Hardiplank over original weatherboard (renovations)
Becoming more common as Paddington homes get exterior cladding upgrades. These walls are great to mount into — the stud spacing is modern, the fixings are standard — but you need to know which layer is structural.

What a typical Paddington booking looks like
A standard fixed-bracket install in a Paddington living room takes about 2 hours, one installer. A full-motion mount on a VJ wall with cable concealment runs closer to 3.5 hours, one installer. Here’s what the time goes to:
- Site walkthrough + wall assessment. 15 minutes. Stud-finding on old lath is fiddly — magnetic finders pick up the nails, not the studs themselves.
- Bracket fit. 45–60 minutes for a fixed mount into studs. Longer for a chimney-breast install because of masonry drilling.
- Cable concealment. 30–60 minutes depending on path. Queenslanders often have horizontal noggins between studs that need navigating.
- Patch, clean, test. 20 minutes.
What usually goes wrong
The wiring surprise. Half the Paddington houses we work in have had at least one previous TV mount, and the owners inherited the cables. We frequently find a live power cable run illegally inside a wall cavity, stuffed there by a DIY installer in 2015. We disconnect, legalise with a power-relocation kit, and document.
Other regular surprises:
- Termite damage in the stud. More common in ground-floor Queenslanders than anyone realises. If we find it, we stop, show you, and recommend you get it treated before mounting anything heavy on that wall.
- Asbestos-containing sheeting. Pre-1988 builds can have asbestos in old wall linings. We test-swab at the first sign of fibrous sheet. If it’s positive, we pause the job at no charge — you need a licensed removalist first.
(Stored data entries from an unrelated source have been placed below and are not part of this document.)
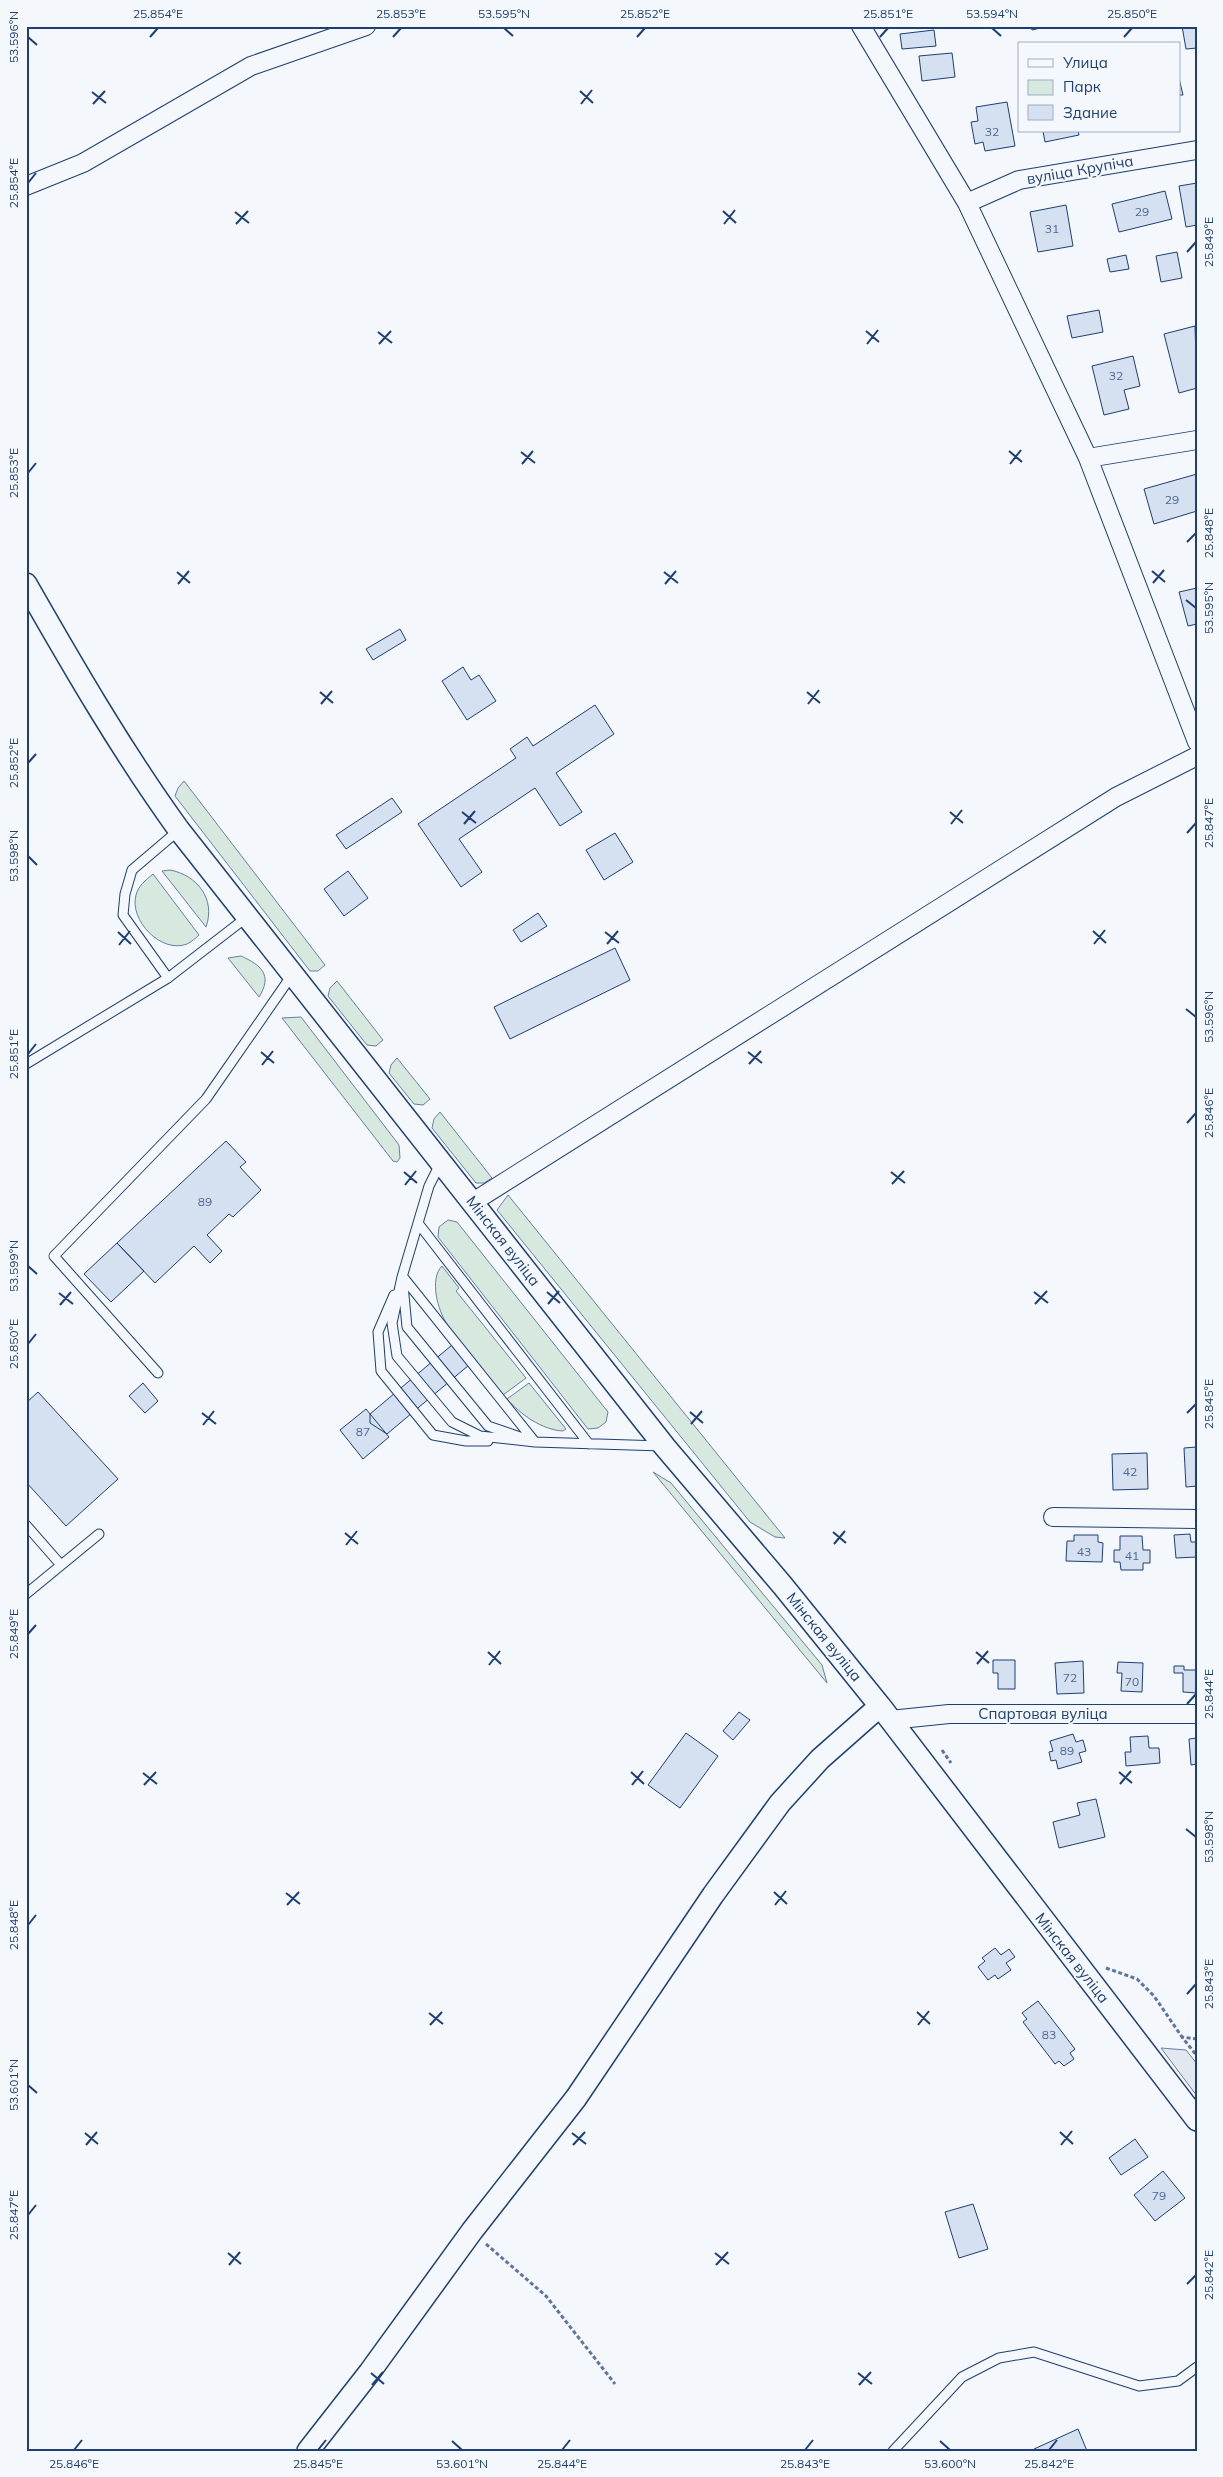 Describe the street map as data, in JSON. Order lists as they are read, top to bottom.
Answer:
{
  "streets": {
    "street": ["вуліца Крупіча", "Мінская вуліца", "Спартовая вуліца"]
  },
  "crossings": [
    ["Мінская вуліца", "Спартовая вуліца"]
  ],
  "house_numbers": [
    "32",
    "29",
    "31",
    "32",
    "29",
    "89",
    "87",
    "42",
    "43",
    "41",
    "72",
    "70",
    "89",
    "83",
    "79"
  ],
  "legend": ["Улица", "Парк", "Здание"],
  "coordinates": [
    "25.854°E",
    "25.853°E",
    "53.595°N",
    "25.852°E",
    "25.851°E",
    "53.594°N",
    "25.850°E",
    "53.596°N",
    "25.849°E",
    "25.848°E",
    "25.847°E",
    "53.598°N",
    "25.846°E",
    "53.599°N",
    "25.845°E",
    "25.844°E",
    "25.843°E",
    "53.601°N",
    "25.842°E",
    "53.600°N"
  ]
}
- Out-of-plumb walls. 100-year-old houses settle. We shim the bracket to compensate; you’ll never see it, but the TV sits dead level even when the wall isn’t.
Pricing in Paddington
Expect a Paddington mount to sit in the same price band as the rest of inner Brisbane — no heritage surcharge. Typical flat-rate prices, 2026:
- 43″–65″ fixed mount into studs: $179
- 65″–85″ fixed mount into studs: $219
- Full-motion bracket, any size: +$60
- Cable concealment (standard wall): +$120
- Power-relocation kit (included when cable concealment is booked): no extra
- Chimney-breast masonry mount: +$90 (additional drilling + anchors)
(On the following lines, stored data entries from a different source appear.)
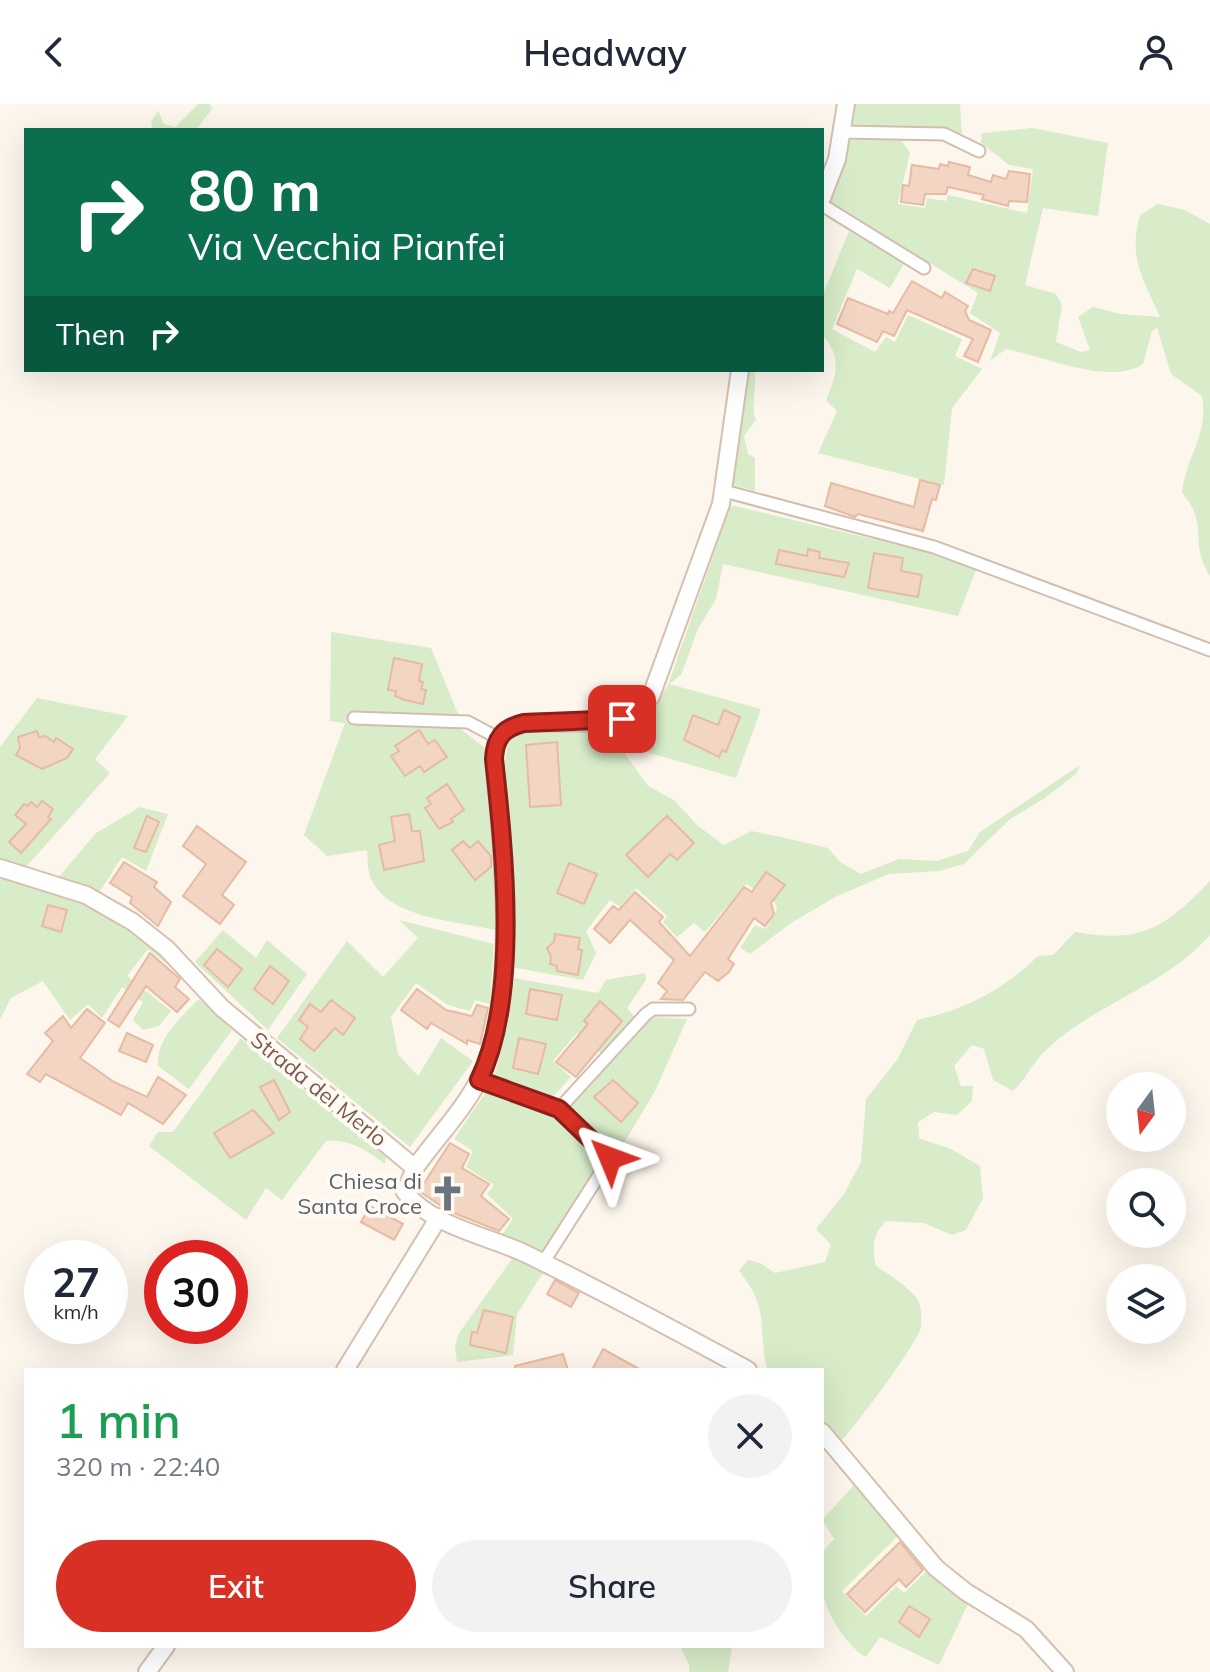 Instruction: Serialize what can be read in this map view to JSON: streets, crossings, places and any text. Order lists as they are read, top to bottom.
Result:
{
  "streets": {
    "street": ["Strada del Merlo"]
  },
  "places": {
    "church": ["Chiesa di Santa Croce"]
  },
  "north": "bottom",
  "page": {
    "header": "Headway",
    "turn": ["80 m", "Via Vecchia Pianfei"],
    "then": "Then",
    "speed": "27 km/h",
    "limit": "30",
    "heading": ["1 min", "320 m · 22:40"],
    "buttons": ["Exit", "Share"]
  }
} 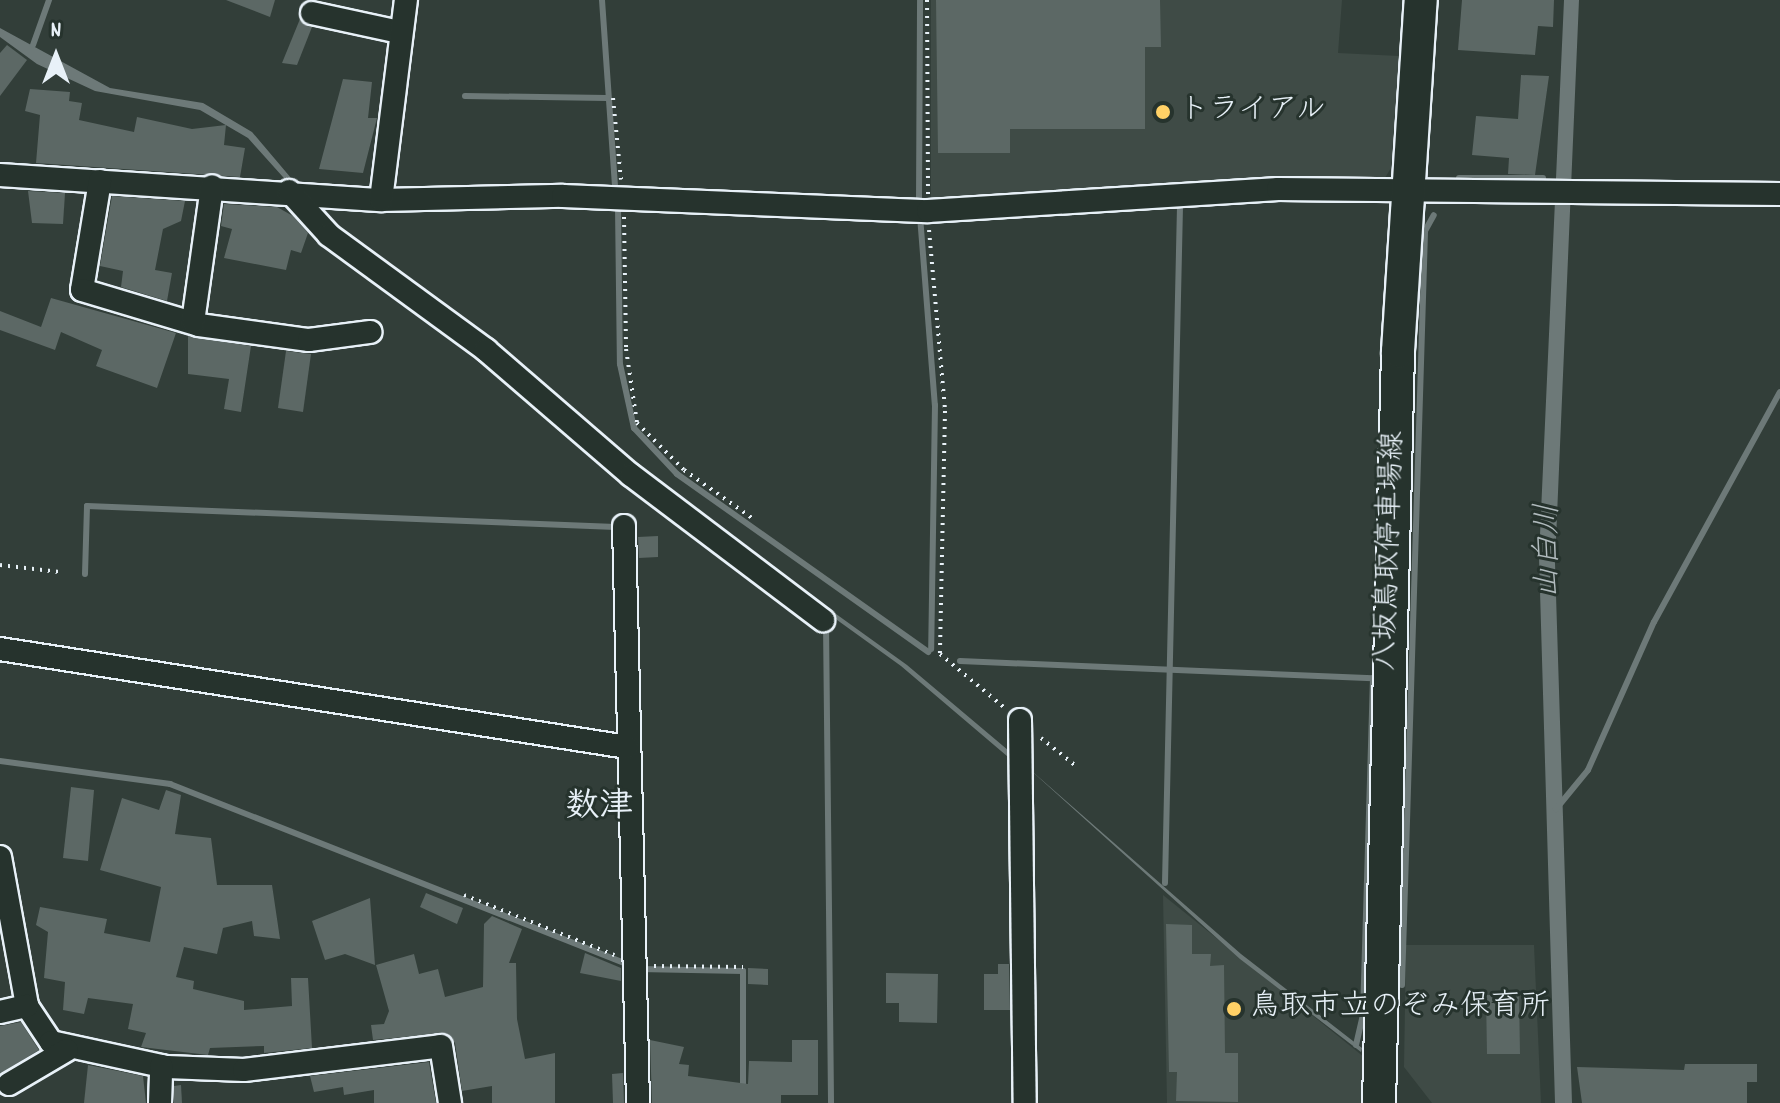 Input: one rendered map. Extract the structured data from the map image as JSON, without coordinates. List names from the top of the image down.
{
  "streets": {
    "main road": ["八坂鳥取停車場線"]
  },
  "districts": ["数津"],
  "water": ["山白川"],
  "places": ["トライアル", "鳥取市立のぞみ保育所"],
  "north": "top"
}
If we find an unexpected wall condition once we open up, we talk it through with you before drilling. Always.
The heritage bit
Paddington is heritage-overlay territory but the overlay is almost always about the exterior. Internal TV mounting does not require council approval. If you’re renting through a property manager, check your lease — most allow mounting as long as the wall is made good on departure. We do this regularly and leave the wall invisibly patched.